With a stray bullet hole above one of its front windows, the Johns Hopkins Broadway Center for Addiction stands on the front lines of the opioid epidemic. Multiple medical and psychosocial comorbidities burden those who come to the BCA. The heart of the successful BCA treatment model is the service provided by its very experienced and dedicated clinical staff, some of whom have worked at BCA for over 20 years.

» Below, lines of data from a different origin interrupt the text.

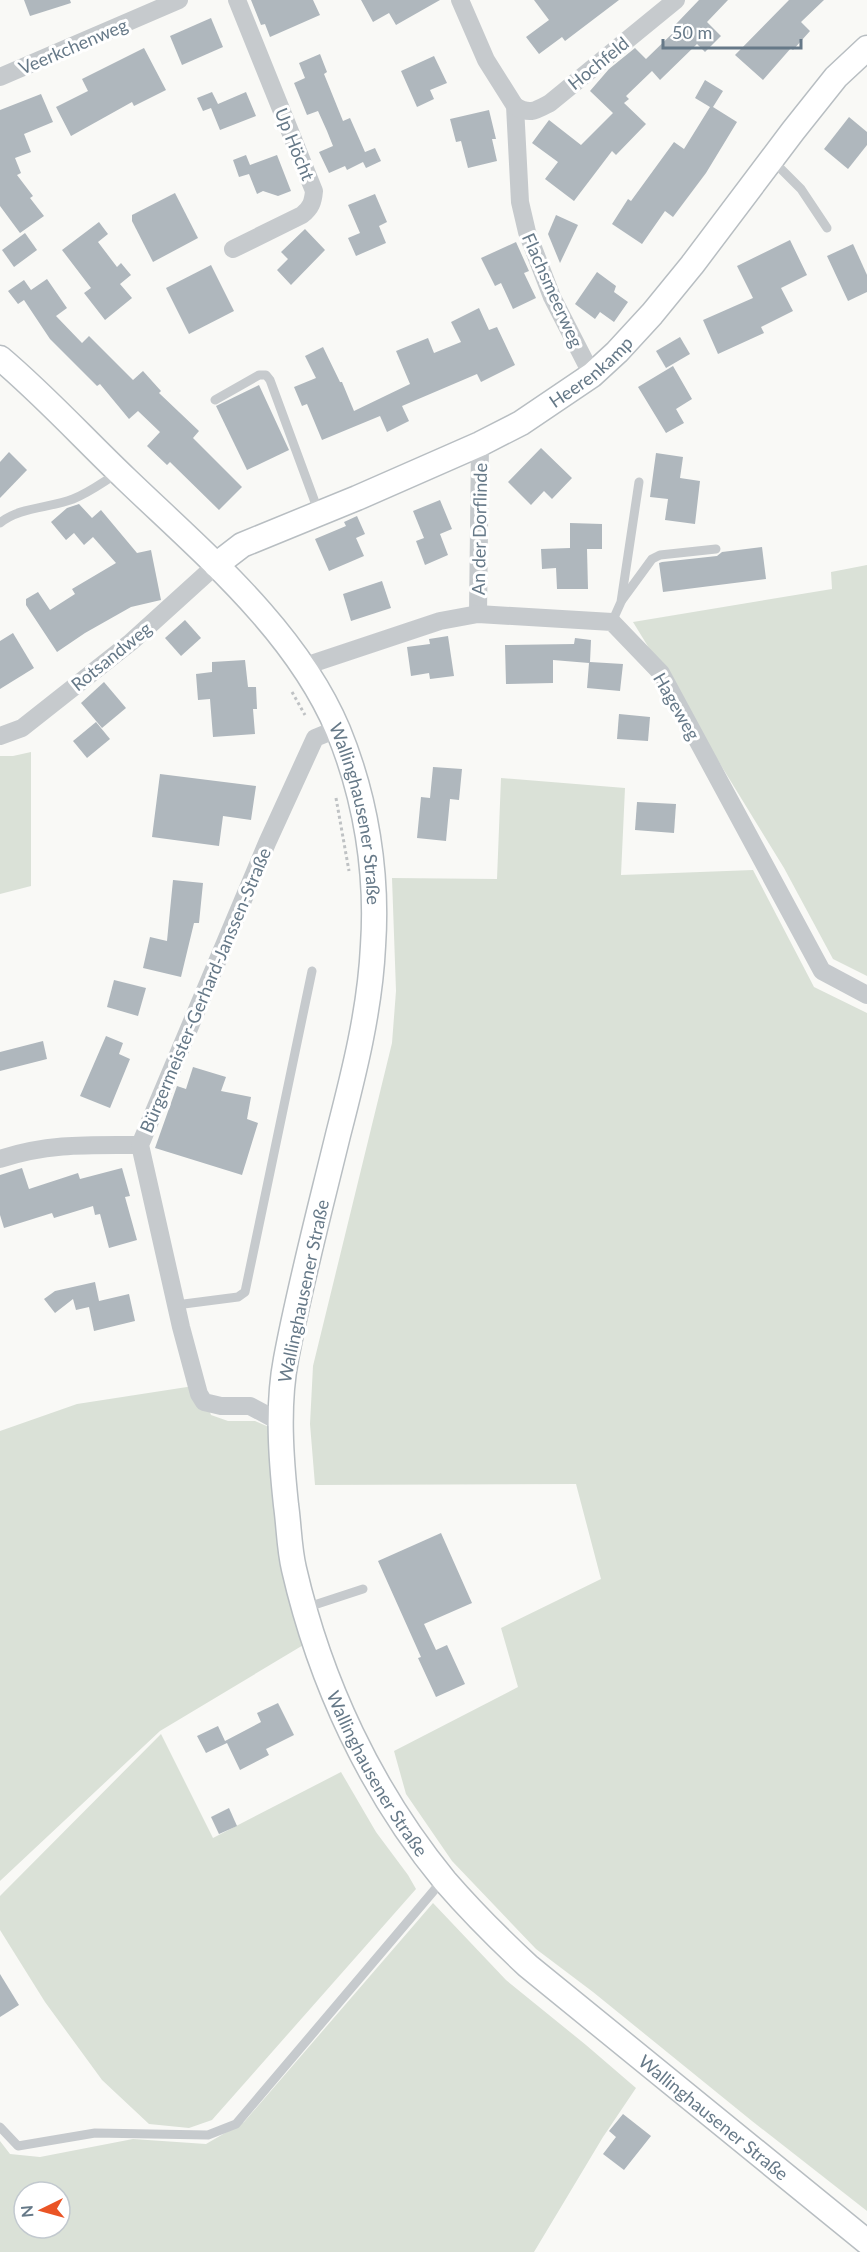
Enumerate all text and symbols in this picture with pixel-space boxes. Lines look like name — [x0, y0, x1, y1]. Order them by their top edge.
scale bar — [663, 12, 801, 50]
street label: Veerkchenweg — [15, 13, 131, 79]
text: 50 m — [672, 21, 712, 43]
street label: Hochfeld — [563, 32, 633, 94]
street label: Up Höcht — [271, 105, 320, 184]
street label: Flachsmeerweg — [518, 229, 588, 351]
street label: Heerenkamp — [545, 332, 637, 412]
street label: An der Dorflinde — [467, 463, 491, 595]
street label: Rotsandweg — [66, 617, 156, 695]
street label: Hageweg — [649, 668, 705, 744]
street label: Wallinghausener Straße — [325, 719, 385, 905]
street label: Bürgermeister-Gerhard-Janssen-Straße — [135, 844, 275, 1136]
street label: Wallinghausener Straße — [273, 1197, 333, 1385]
street label: Wallinghausener Straße — [323, 1687, 433, 1860]
street label: Wallinghausener Straße — [634, 2050, 793, 2185]
north arrow — [12, 2180, 72, 2240]
text: N — [17, 2204, 37, 2218]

The Johns Hopkins Hospital

Anika Alvanzo, M.D., and the SUDS Team

The Johns Hopkins Hospital Substance Use Disorders Service provides patient-centered care to individuals struggling with addiction during hospitalization and seeks to provide education to health care professionals. The program receives over 1,200 referrals yearly and provides key services to support recovery including counseling, referrals and medication-management plans.

Sibley Memorial Hospital

Jennifer Knittig, R.N., and the Stroke Team

The award-winning stroke team at Sibley Memorial attributes its success to open communication, which includes regular feedback to all team members with an emphasis on improving quality. Additionally, Jennifer Knittig leads efforts to provide mandatory stroke education to nurses across the organization. This has created a culture of learning and understanding across Sibley and has led to broad engagement in stroke-related initiatives.

Suburban Hospital

Anitha Chetty, M.D., Kadia Williams, M.D., Eunice D’Agostine, R.N., and Courtney Cornell, R.N.

Anitha Chetty, internist

Successful multidisciplinary rounds (MDR) require its leadership to define roles and responsibilities and ensure that the MDR team starts and ends on time, meets the needs of the care team and communicates well with the patient and family care partners. These team members were instrumental in creating and implementing MDR on two units. Patient experience scores have shown significant improvement, indicating that the rounds are useful to our patients and the care team.